Schiaparelli F/W23 is For Now and Forever

Daniel Roseberry's first ready-to-wear collection.

Schiaparelli F/W23 is For Now and Forever
Yaseen Dockrat

Daniel Roseberry presented his first ready-to-wear collection for Schiaparelli. It was not just Roseberry’s first ready-to-wear collection for the brand, it was Schiaparelli’s first ready-to-wear collection to ever hit the runway. Elsa Schiaparelli left behind many legacies, but perhaps her most enduring was her famed combination of fashion and art.

Schiaparelli

The designer became famous for her couture, but it was her distinct codes that set her apart from the rest. Now, in an age of mass branding, the house pays homage to Elsa’s vision that ensured that her clothing was always unique. For his new collection, Daniel Roseberry kept to these codes to present a full wardrobe, from white poplin shirts to velvet cocktail dresses, while infusing them with Schiaparelli’s trademark wit, irreverence, and drama. 

Appealing to a global audience

The collection represented the house’s global audience and Schiaparelli is known for its powerful and distinctive creations. For the Schiaparelli woman, “quiet” doesn’t work. She wants pieces  infused with the brand’s codes – sharp tailoring, graphic knitwear, subversive denim, and subtle leather, all embellished with tromp l’oeil ornaments and gold hardware. This new collection features new signatures combined with traditionally masculine fabrics and tonal shades. 

The collection

Key looks from the collection include a shawl-collar coat that is buttoned up in black, compact wool with dove-inspired, exaggeratedly rounded sleeves, decorated with enamel and gold-toned brass buttons. An oversized parka is crafted from technical satin padded with feathers and adorned with golden hammered brass buttons. The parka is worn open, atop a quilted cardigan jacket trimmed with a strip of leather. The balaclava is crafted from black cashmere and decorated with golden brass rivets. 

Accessories 

For its first-ever ready-to-wear collection, the brand has expanded its accessory offerings. Building on the success of the brand’s golden toes, which adorn boots and rubber wellies, it introduced a keyhole plaque in velvet and patent. The brand has also welcomed bijoux in the form of gilded lilies, oyster shells, giant keyhole doorknocker earrings and oversized hammered golden cuffs inlaid with shearling and enamel padlocks. 

The Schiap

Schiaparelli

While the collection is filled with extraordinary pieces, perhaps the star of the show is The Schiap, a trapunto baguette that references the design of the house’s ground-breaking 1937 fragrance, Shocking. The bag features a riff on a classic profile as opposed to following current trends. As with all the house’s bags, The Schiap is also finished with hammered brass hardware detailing coated in a 24-carat gold finish.

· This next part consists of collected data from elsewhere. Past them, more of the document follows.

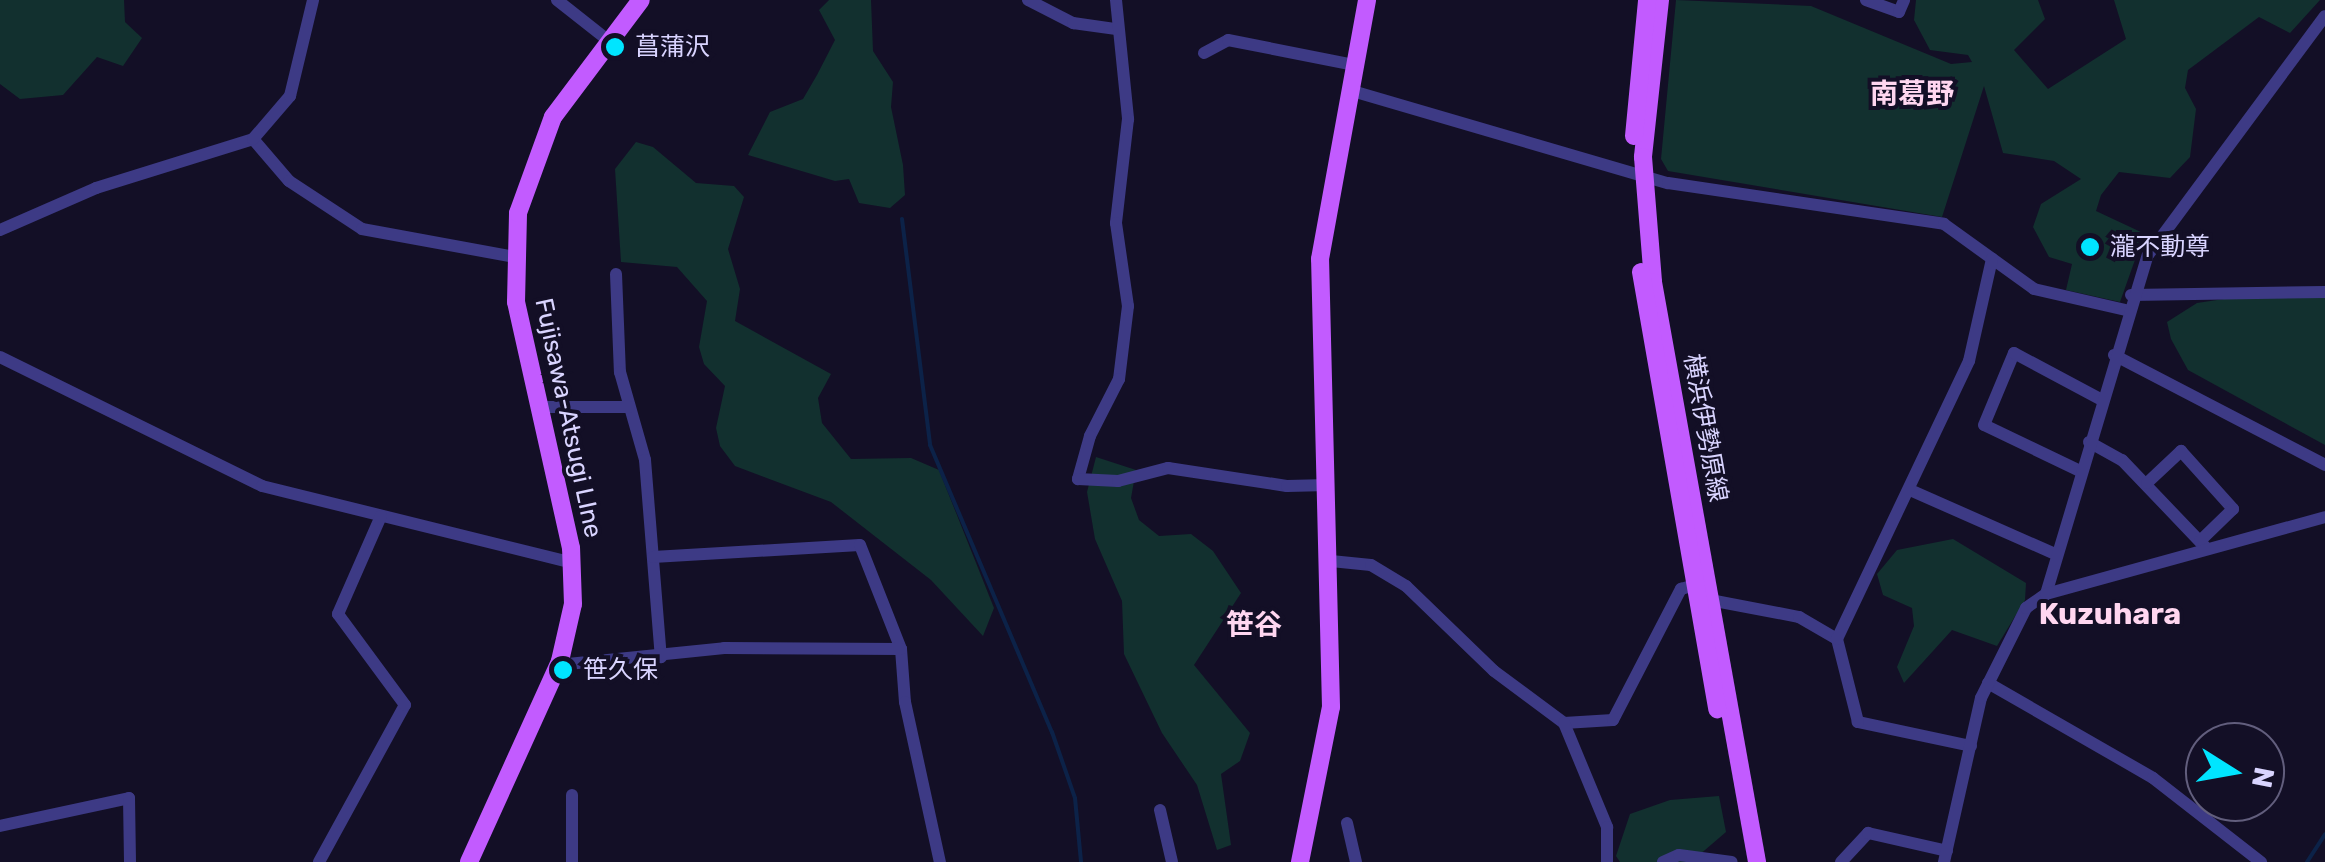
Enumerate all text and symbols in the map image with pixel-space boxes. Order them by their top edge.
place label: 菖蒲沢 [635,32,710,62]
marker: 菖蒲沢 [604,36,626,58]
district label: 南葛野 [1870,77,1954,111]
place label: 瀧不動尊 [2110,232,2210,262]
marker: 瀧不動尊 [2079,236,2101,258]
street label: Fujisawa-Atsugi LIne [528,295,608,541]
street label: 横浜伊勢原線 [1677,352,1733,504]
district label: Kuzuhara [2039,596,2181,632]
district label: 笹谷 [1226,608,1282,642]
place label: 笹久保 [583,655,658,685]
marker: 笹久保 [552,659,574,681]
north arrow [2185,722,2285,822]
text: N [2245,764,2281,790]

“So often in this town (and in this industry), the product becomes less creative the higher you go,” said Daniel Roseberry. “But Ela permits us to imagine what it means to be fearlessly chic, to trust our instincts. And so that’s what this collection is about – clothes and accessories that exist at that impossible crossroads, between what’s forever stylish… and what’s perfect of its moment.”